We're now home safely. Back in freezing cold, mean Chicago and still sick as dogs. No daily pics until Sunday sadly, as we're leaving again for family time back in our home town. But please continue to enjoy the Festive Penis Tree!

Threw up a couple pics from the scary freaking tram ride up Sandia Peak. I'm not in a lot of them because I'm trying to act brave behind my camera. I am TOTALLY afraid of heights. Egads.

And even though the zombie movie is on hiatus, Joe L. sent me a couple from our Labor Day shoot. Mosty of me, but here ya go: Zombie Bride Lives!

Cough, cough, hack, cough. Time for bed.

Naughty or Nice?

Our last day in Alba-ma-quer-key was a great end to a fabulous trip. Started the day with a tram ride up a 10,000 foot mountain top. Had a bloody mary overlooking the edge and nearly lost my cookies every time I got remotely close to the side of the mountains.

Mid-day we went to Old Town but since it was so cold and we weren't in the mood to shop, we didn't stay too long.

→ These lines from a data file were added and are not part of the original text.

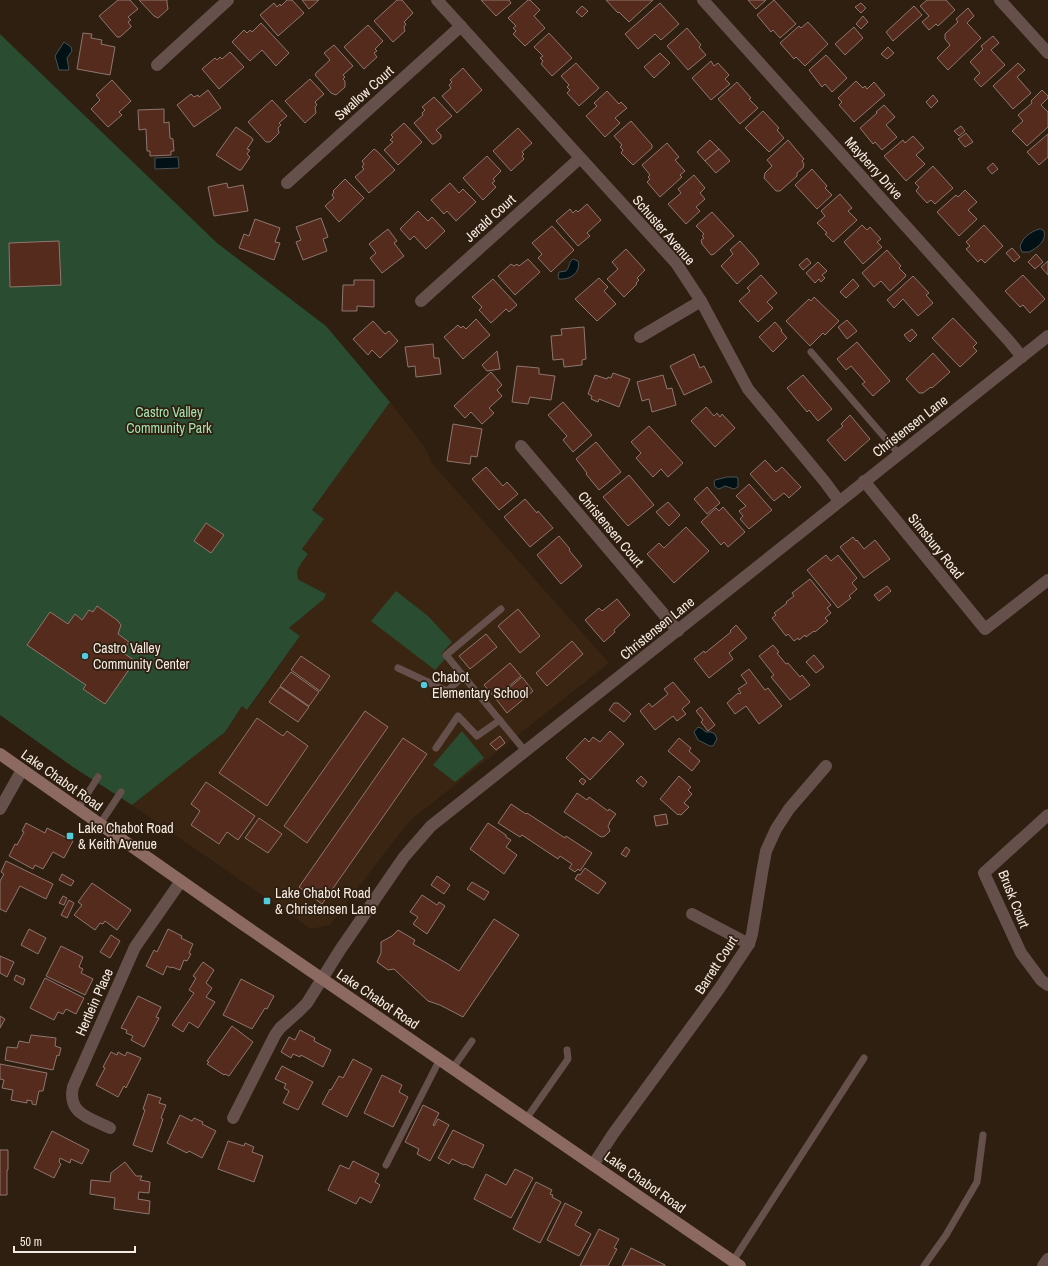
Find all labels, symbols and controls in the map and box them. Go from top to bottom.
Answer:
street label: Swallow Court [331,62,397,124]
street label: Mayberry Drive [841,133,907,203]
street label: Jerald Court [461,190,519,246]
street label: Schuster Avenue [629,191,699,269]
street label: Christensen Lane [869,391,951,461]
park label: Castro Valley Community Park [126,403,212,437]
street label: Christensen Court [574,488,648,570]
street label: Simsbury Road [904,510,968,582]
street label: Christensen Lane [616,592,698,664]
place label: Castro Valley Community Center [93,639,190,673]
marker: Castro Valley Community Center [80,651,90,661]
place label: Chabot Elementary School [432,668,528,702]
marker: Chabot Elementary School [419,680,429,690]
street label: Lake Chabot Road [18,745,106,815]
place label: Lake Chabot Road & Keith Avenue [78,819,174,853]
marker: Lake Chabot Road & Keith Avenue [65,831,75,841]
street label: Brusk Court [994,868,1034,930]
place label: Lake Chabot Road & Christensen Lane [275,884,376,918]
marker: Lake Chabot Road & Christensen Lane [262,896,272,906]
street label: Barrett Court [691,933,741,997]
street label: Hertlein Place [71,965,117,1039]
street label: Lake Chabot Road [333,965,423,1033]
street label: Lake Chabot Road [601,1147,689,1217]
scale bar [14,1228,135,1254]
text: 50 m [20,1234,42,1250]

So we hit up the hotel for hot tubbing and relaxing.

And finally, and I honestly cannot believe I'm writingg this but here goes...we went to TD's Show Club for some seriously hot stripper action. Most of the girls in there were down right gorgeous. I'm not kidding. I was expecting dank crack ho's, but these women were beautiful. Even the club was nice and the staff sorta made you feel taken care of. I've never been to a strip club before, and neither had theMan but I certainly plan on visiting them more often while traveling.

We had our eye on this absolutely stunning waitress who had an ass that wouldn't quit, but she wasn't a dancer so theMan paid for me to get a lapdance from this EXTREMELY hot Asian woman. And my god, I don't necessarily go the way of the vagina, but she had the softest skin I have ever felt. And her rubbing her tan boobies on my crotch and face while licking my chest, wasn't a bad way to end the evening. Not to mention looking over and seeing theMan gazing upon us. Hee hee. I think I'm on Santa's naughty list.

There are more pics in the album, but sadly none of the strip club. Go here.

So now, we sit in the airport for the next 2 hours and await our chariot back to Chi-town. Where it's 5 degrees and cold as hell. Ho ho ho.

12.21.2004

Hola, mi amigos!

Reporting for duty from a hotel in Alba-ma-ker-key, New Mexico. My god, where to start. First of all, it's absolutely breathtaking here. I can't tell you the number of times we've driven in the mountains in complete silence just taking it all in. And did I mention that even the Wendy's offer green chile cheeseburgers. So um, I'm not coming back.

I've updated a few photos in a new album here. I'll explain the pics a little more in detail when I return.

Highlights: Walking across the mexican border with my aunt and hearing her deal with the local vendors. Driving through Lincoln National Forest over mountains at 8,000 feet. Pulling off on side roads to see deer and pee and be surrounded in silence. Standing on a flatbed train car while it pulls me through the desert landscape. Drinking Pina Coladas with tequila surrounded by my friends and family.

I could go on, but it's breakfast time!
Smooches-Kitten

12.16.2004

Wish You Were Here


We're off tomorrow for our jaunt in the desert. So no daily pic updates for while. But don't you worry my pretties....I will have so many picture slideshows set to sappy music when I return, you'll puke sand.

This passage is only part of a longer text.